Of course, Coltrane’s influence only affected Pepper’s playing, it did not motivate it. That is, Pepper’s emotionalism and desire for a music of pure expression were his own, and in this setting had an interesting affect in turn on Warne Marsh. Marsh was accustomed to alto partners like Lee Konitz and Gary Foster – individualistic, but sharing many of Marsh’s premises – and Pepper’s sheer energy and exaggerations of phrasing and tone provoke Marsh to ratchet up his intensity a few levels as well. There are numerous examples here of unpredictable counterpoint (such as “What’s New?” and “Lover Come Back to Me”), and even an episode of traded eights in “Donna Lee” where Marsh’s oblique phrasing writhes and twists in a manner closer to Coltrane than one would expect. So thrilling is the interaction between the two saxophonists – Pepper bracing like a shot of ice-cold vodka, Marsh nuanced and warm-blooded like a mellow bourbon – that it’s a shame the pick-up rhythm section included a pianist; the extra harmonic freedom could have allowed them more room in which to maneuver.

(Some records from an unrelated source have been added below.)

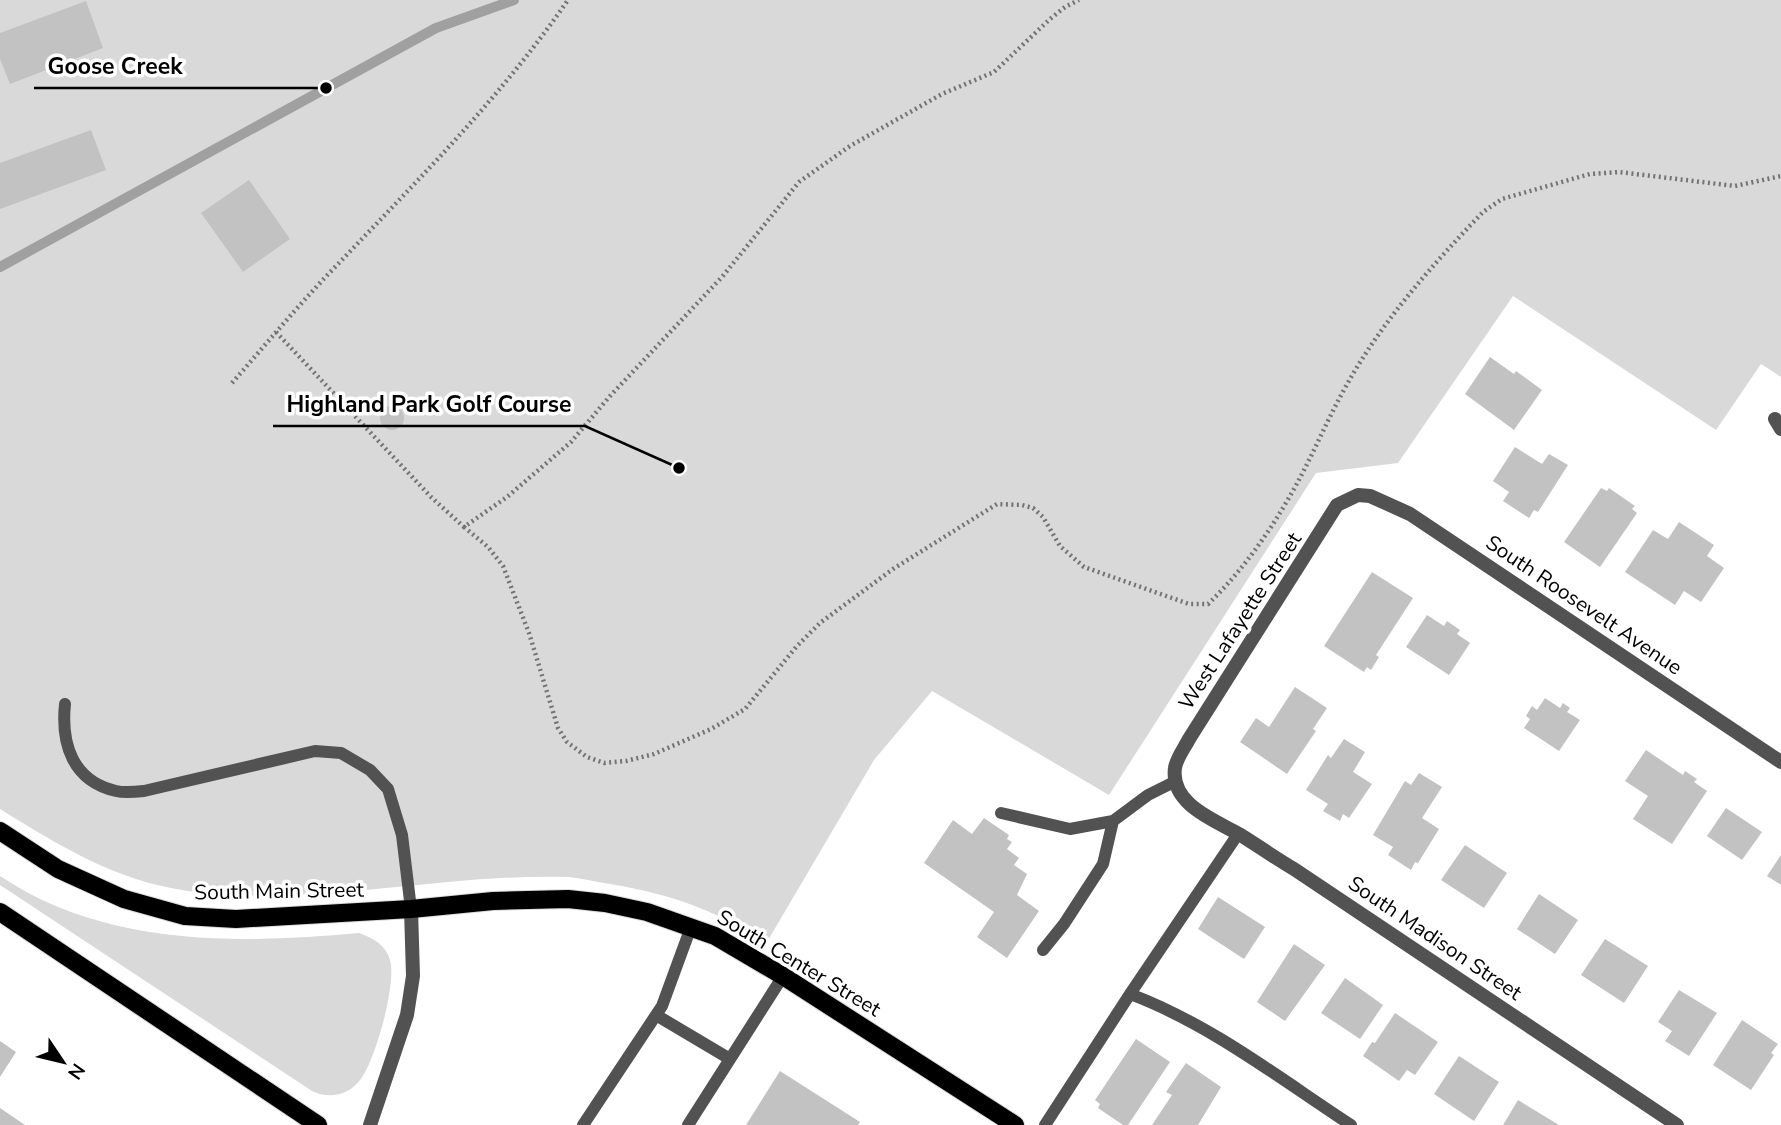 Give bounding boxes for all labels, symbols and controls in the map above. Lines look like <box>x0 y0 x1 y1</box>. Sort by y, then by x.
callout: Goose Creek <box>34 44 197 88</box>
text: Goose Creek <box>47 51 183 82</box>
callout: Highland Park Golf Course <box>273 382 585 426</box>
text: Highland Park Golf Course <box>287 389 571 420</box>
street label: West Lafayette Street <box>1172 526 1308 715</box>
street label: South Roosevelt Avenue <box>1480 529 1688 681</box>
street label: South Madison Street <box>1343 869 1528 1007</box>
street label: South Main Street <box>194 876 365 906</box>
street label: South Center Street <box>712 903 887 1023</box>
north arrow <box>28 1027 98 1097</box>
text: N <box>61 1058 91 1084</box> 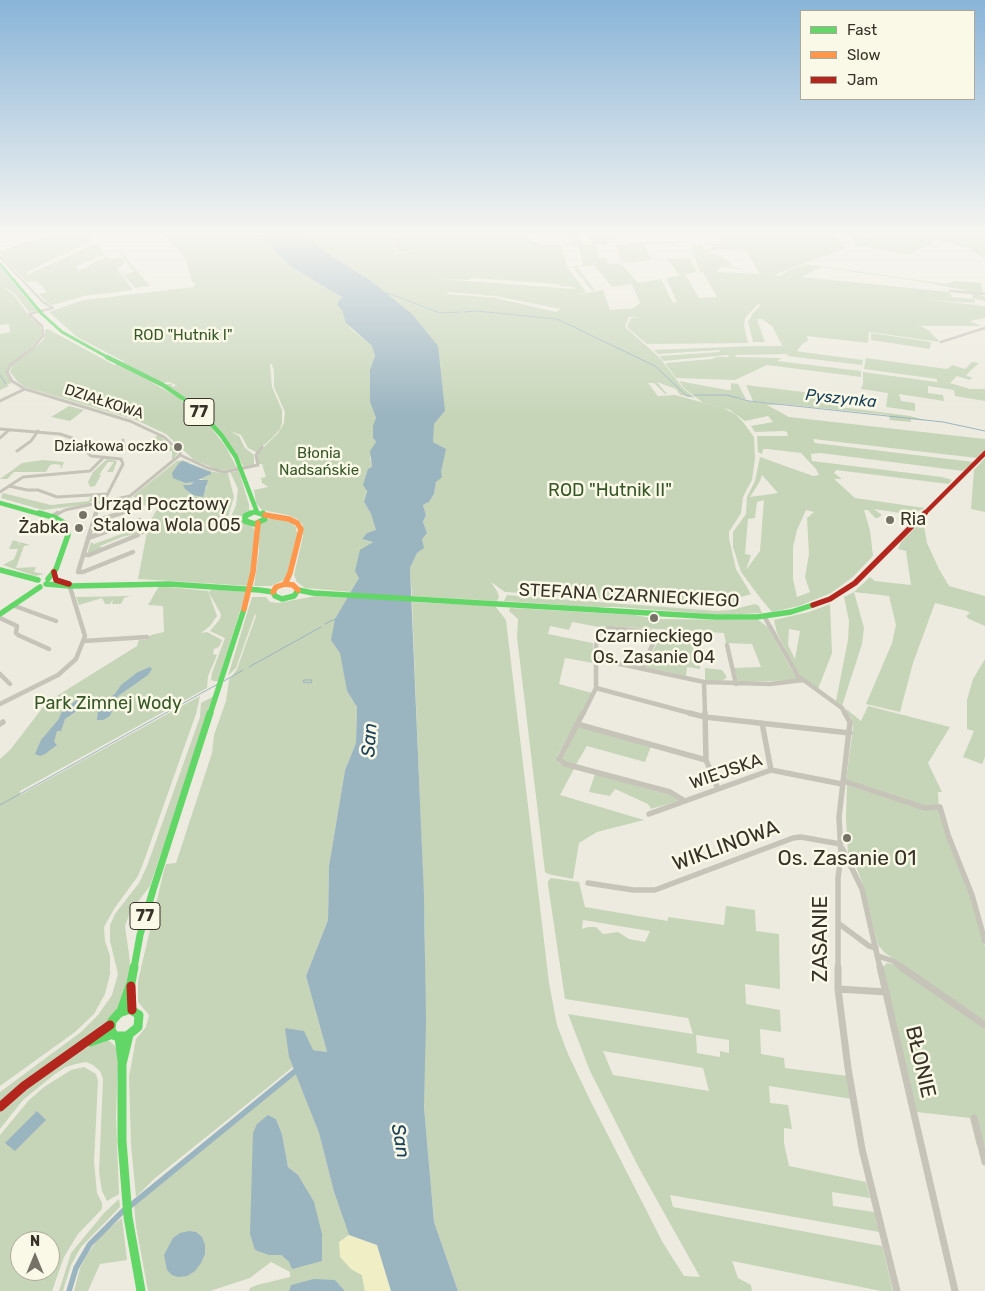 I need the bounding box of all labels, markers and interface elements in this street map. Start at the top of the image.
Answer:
legend [800,10,975,100]
text: Fast [847,21,877,39]
text: Slow [847,46,880,64]
text: Jam [847,71,878,89]
park label: ROD "Hutnik I" [133,327,233,345]
street label: DZIAŁKOWA [62,381,146,423]
water label: Pyszynka [805,386,877,412]
road number: 77 [184,398,214,426]
place label: Działkowa oczko [54,438,168,456]
marker: Działkowa oczko [172,441,184,453]
park label: Błonia Nadsańskie [279,445,359,480]
park label: ROD "Hutnik II" [548,480,672,502]
place label: Urząd Pocztowy Stalowa Wola 005 [93,494,241,536]
marker: Urząd Pocztowy Stalowa Wola 005 [77,509,89,521]
place label: Ria [900,509,926,531]
marker: Ria [884,514,896,526]
place label: Żabka [19,517,69,539]
marker: Żabka [73,522,85,534]
street label: STEFANA CZARNIECKIEGO [518,579,740,613]
marker: Czarnieckiego Os. Zasanie 04 [648,612,660,624]
place label: Czarnieckiego Os. Zasanie 04 [593,626,715,669]
park label: Park Zimnej Wody [34,693,182,715]
water label: San [357,722,383,758]
street label: WIEJSKA [687,749,765,795]
street label: WIKLINOWA [669,815,783,877]
marker: Os. Zasanie 01 [841,832,853,844]
place label: Os. Zasanie 01 [778,846,916,872]
street label: ZASANIE [808,896,834,982]
road number: 77 [130,902,160,929]
street label: BŁONIE [900,1024,940,1100]
water label: San [386,1122,414,1160]
north arrow [10,1231,60,1281]
text: N [30,1233,40,1250] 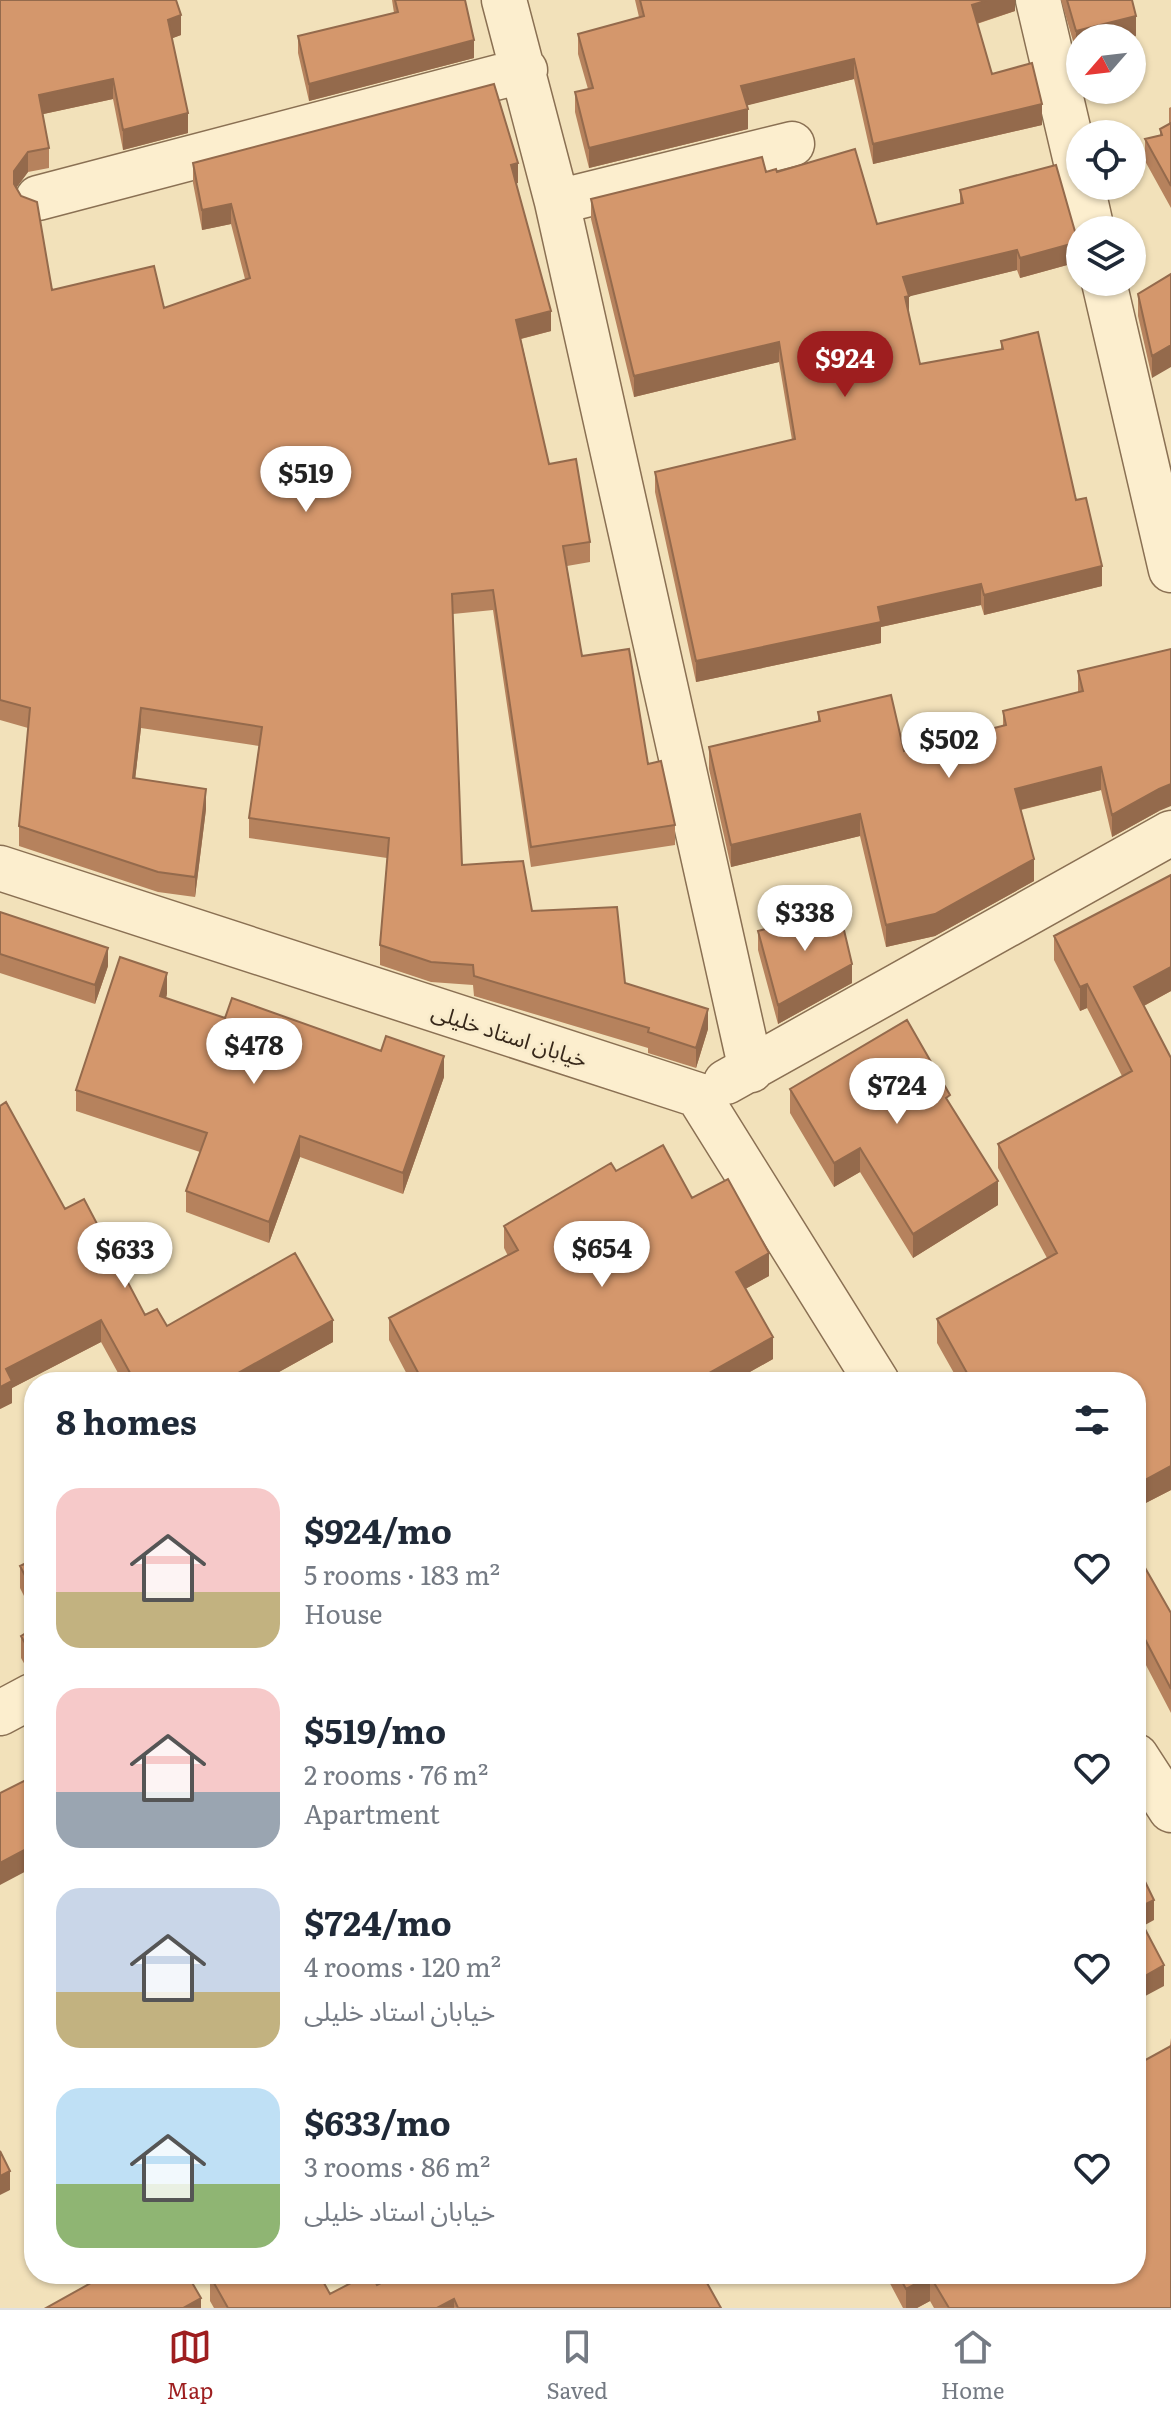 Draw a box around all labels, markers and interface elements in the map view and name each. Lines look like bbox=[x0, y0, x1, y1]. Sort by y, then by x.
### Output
north arrow bbox=[1066, 24, 1146, 104]
map controls bbox=[1066, 24, 1146, 296]
button: locate bbox=[1066, 120, 1146, 200]
button: layers bbox=[1066, 216, 1146, 296]
pin: $924 bbox=[798, 331, 892, 399]
text: $924 bbox=[815, 337, 875, 376]
pin: $519 bbox=[259, 446, 353, 514]
text: $519 bbox=[278, 452, 334, 491]
pin: $502 bbox=[902, 712, 996, 780]
text: $502 bbox=[919, 718, 979, 757]
pin: $338 bbox=[758, 885, 852, 953]
text: $338 bbox=[775, 891, 835, 930]
street label: خیابان استاد خلیلی bbox=[428, 993, 592, 1075]
pin: $478 bbox=[207, 1018, 301, 1086]
text: $478 bbox=[224, 1024, 284, 1063]
pin: $724 bbox=[850, 1058, 944, 1126]
text: $724 bbox=[867, 1064, 927, 1103]
pin: $654 bbox=[555, 1221, 649, 1289]
pin: $633 bbox=[78, 1222, 172, 1290]
text: $654 bbox=[572, 1227, 632, 1266]
text: $633 bbox=[95, 1228, 155, 1267]
text: 8 homes bbox=[56, 1395, 197, 1445]
icon: filters bbox=[1070, 1398, 1114, 1442]
text: $924/mo bbox=[304, 1504, 452, 1554]
icon: home bbox=[120, 1520, 216, 1616]
icon: heart bbox=[1070, 1546, 1114, 1590]
text: 5 rooms · 183 m² bbox=[304, 1554, 500, 1593]
text: House bbox=[304, 1593, 382, 1632]
text: $519/mo bbox=[304, 1704, 446, 1754]
icon: home bbox=[120, 1720, 216, 1816]
icon: heart bbox=[1070, 1746, 1114, 1790]
text: 2 rooms · 76 m² bbox=[304, 1754, 488, 1793]
text: Apartment bbox=[304, 1793, 440, 1832]
text: $724/mo bbox=[304, 1896, 452, 1946]
icon: home bbox=[120, 1920, 216, 2016]
text: 4 rooms · 120 m² bbox=[304, 1946, 501, 1985]
icon: heart bbox=[1070, 1946, 1114, 1990]
text: خیابان استاد خلیلی bbox=[304, 1990, 495, 2029]
text: $633/mo bbox=[304, 2096, 451, 2146]
icon: home bbox=[120, 2120, 216, 2216]
text: 3 rooms · 86 m² bbox=[304, 2146, 490, 2185]
icon: heart bbox=[1070, 2146, 1114, 2190]
text: خیابان استاد خلیلی bbox=[304, 2190, 495, 2229]
tab: Map bbox=[167, 2325, 213, 2406]
tab: Saved bbox=[547, 2325, 608, 2406]
tab: Home bbox=[941, 2325, 1004, 2406]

As it is, Marsh feels more hemmed-in than does Pepper, who simply ignores the constraints and wails.

“Cherokee” is a remarkable conclusion. For both, it is their native tongue, a tune so second nature they can transcend the chords and let their intuitive powers simply flow. Pepper recorded several amazing versions of this tune and its variants over the years, and his leaping intervals and frisky attack are stunning to follow; Marsh’s lines seem one step removed from the song’s harmonies, swirling through and stalking the melodic curves in order to discover new possibilities. 1956? 1974? 2017? Do dates matter? This is timeless art.